Interview: LLMs Deep Dive (Part 2)

Q1: What is emergence in LLMs and how does it affect production AI planning?

Answer: Emergence refers to capabilities that appear suddenly as model scale increases — absent in smaller models and present in larger ones, without being explicitly trained for. Examples: chain-of-thought reasoning emerges around 100B parameters; 3-digit arithmetic emerges around 8B; in-context few-shot learning emerges around 13B.

Why it's not just gradual improvement: On binary metrics (correct/incorrect), a model that goes from 49% to 51% on a multi-step sub-task appears to jump from 0% to 100% on the full task (requires all sub-tasks). This creates the appearance of sudden capability emergence.

Production implications:

Don't extrapolate current model limitations to next-generation models — a task your current model fails may work well after a model upgrade
Run full eval suites on model upgrades, not just spot checks
Safety evaluations are model-version-specific — a safe 7B system may behave differently as a 70B system
Budget for capability surprises: some tasks you paid humans to do may be automatable after a model upgrade

Counter-consideration (Schaeffer et al., 2023): Many emergence results are metric artifacts. Measuring with smooth metrics (log-prob) shows gradual improvement rather than sudden jumps. The discontinuity is in the measurement, not the model. This is relevant when choosing evaluation metrics — binary pass/fail can hide gradual progress.

Q2: When do you choose fine-tuning over prompt engineering, and vice versa?

Answer:

Choose prompt engineering when:

The task is within the model's pretraining distribution (the model already has the knowledge)
You need to iterate quickly — prompt changes deploy in minutes
Format and behavioral constraints are the main need
The task type changes frequently (general-purpose system)
You're at an early stage without a clear target task

Choose fine-tuning when:

Prompt engineering has plateaued — you've optimized the prompt and still can't hit target quality
Consistent format is critical and prompts can't achieve it reliably (structured output, specific voice)
The task requires knowledge not in pretraining (proprietary terminology, internal process knowledge)
Cost at scale — a smaller fine-tuned model can outperform prompting a much larger model at lower cost
Latency — a fine-tuned 7B model may be fast enough where GPT-4 is too slow

Process: Start with prompt engineering. Build an eval suite first. When prompt optimization hits diminishing returns, use your eval suite to measure fine-tuning gains. If fine-tuning adds more than 5-10% on your eval suite and the dataset cost is justified, switch.
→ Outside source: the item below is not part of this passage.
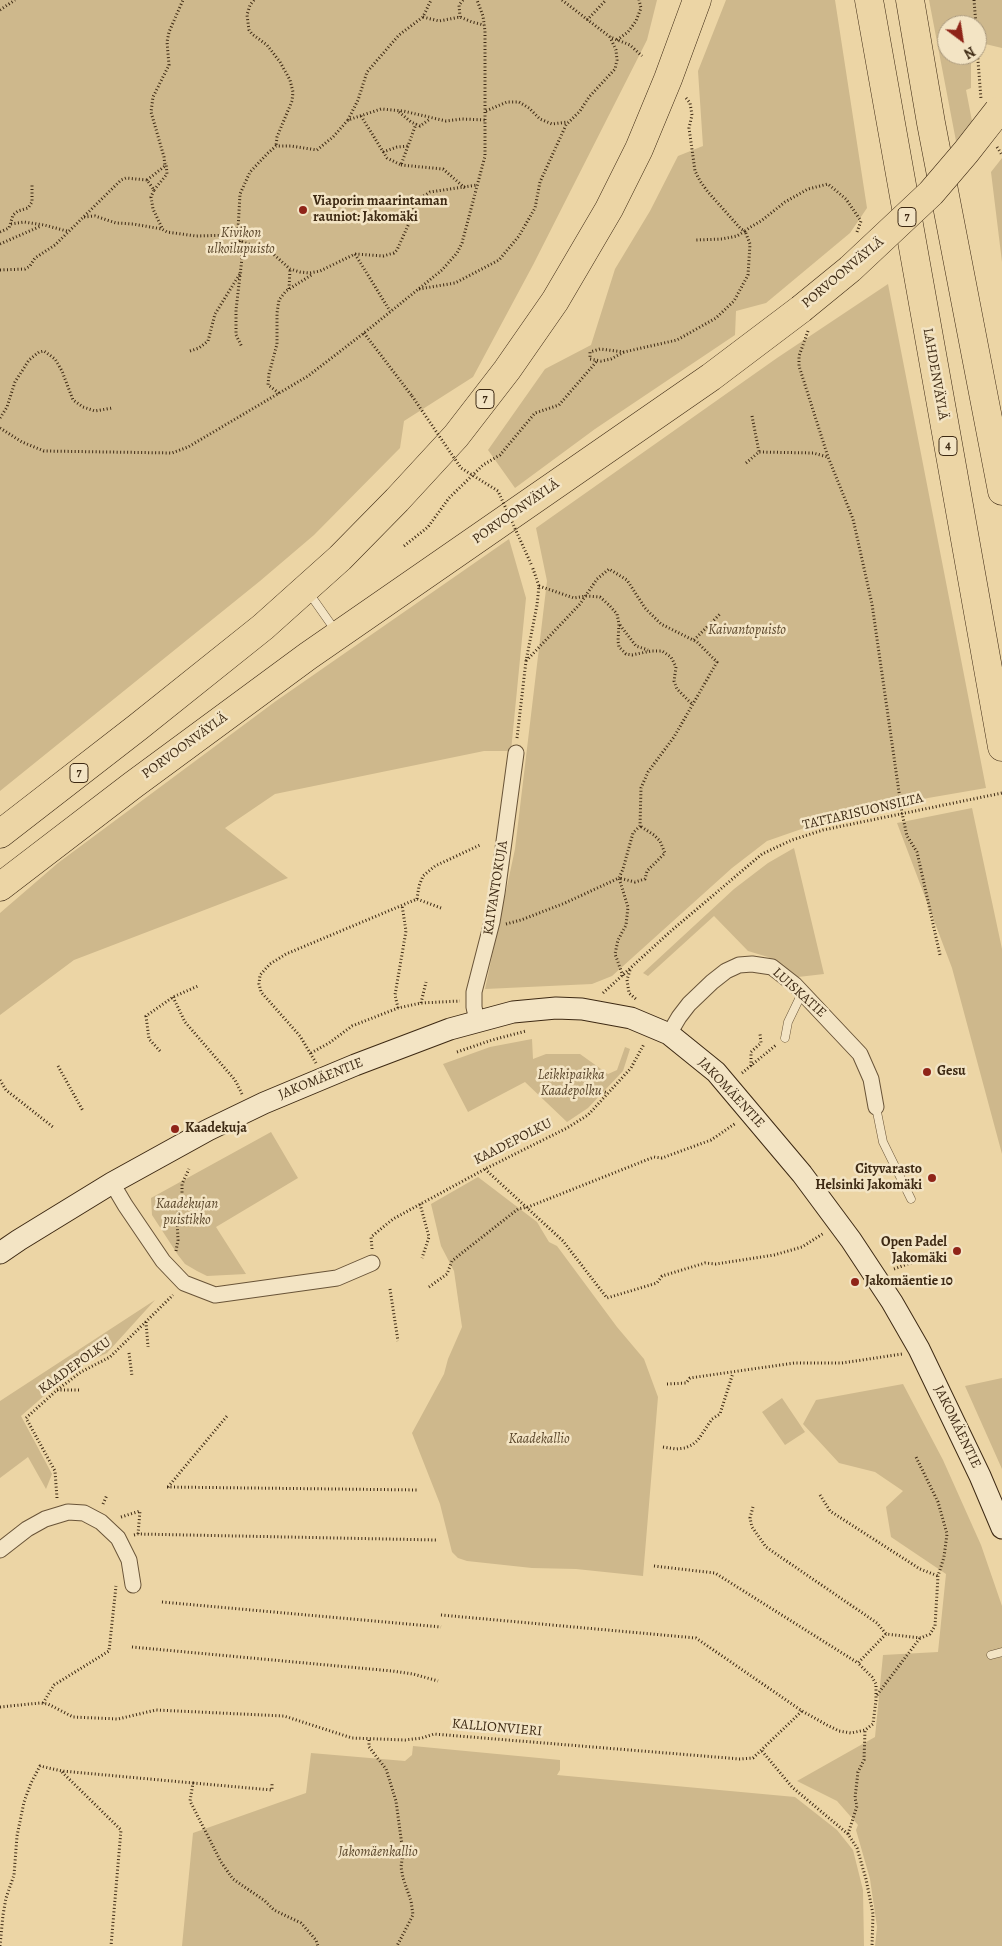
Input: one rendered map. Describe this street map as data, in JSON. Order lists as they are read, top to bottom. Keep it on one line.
{"streets":{"highway":["7","PORVOONVÄYLÄ","LAHDENVÄYLÄ","4"],"street":["KAIVANTOKUJA","LUISKATIE","JAKOMÄENTIE"],"path":["TATTARISUONSILTA","KAADEPOLKU","KALLIONVIERI"]},"crossings":[["KAIVANTOKUJA","JAKOMÄENTIE"],["LUISKATIE","JAKOMÄENTIE"]],"parks":["Kivikon ulkoilupuisto","Kaivantopuisto","Leikkipaikka Kaadepolku","Kaadekujan puistikko","Kaadekallio","Jakomäenkallio"],"places":["Viaporin maarintaman rauniot: Jakomäki","Gesu","Kaadekuja","Cityvarasto Helsinki Jakomäki","Open Padel Jakomäki","Jakomäentie 10"],"north":"bottom right"}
Common mistake: Fine-tuning without an eval suite. Then you don't know if fine-tuning helped.

Q3: Explain how Grouped Query Attention (GQA) works and why it matters for inference.

Answer: Standard Multi-Head Attention (MHA) has one key and value projection per attention head. In a 32-head model, you have 32 K and 32 V matrices — all stored in the KV cache.

GQA groups query heads to share K/V pairs:

32 query heads
8 KV heads (groups of 4 query heads share the same K, V)

KV cache reduction: 4× smaller KV cache for the same model size. For a 70B model at 32 context length:

MHA: 80 layers × 64 heads × 128 head_dim × 2 (K, V) × 2 bytes = 2.7 GB per 4K context
GQA (8 KV): 0.67 GB per 4K context

This 4× reduction in KV cache memory allows:

Larger batch sizes (more requests per GPU)
Longer contexts within the same memory budget
More memory available for model weights (enabling larger models on the same hardware)

Quality tradeoff: Empirically minimal — LLaMA-3 8B uses 8 KV heads vs 32 query heads with minimal quality degradation. The query heads can still differentiate different attention patterns even when sharing K/V.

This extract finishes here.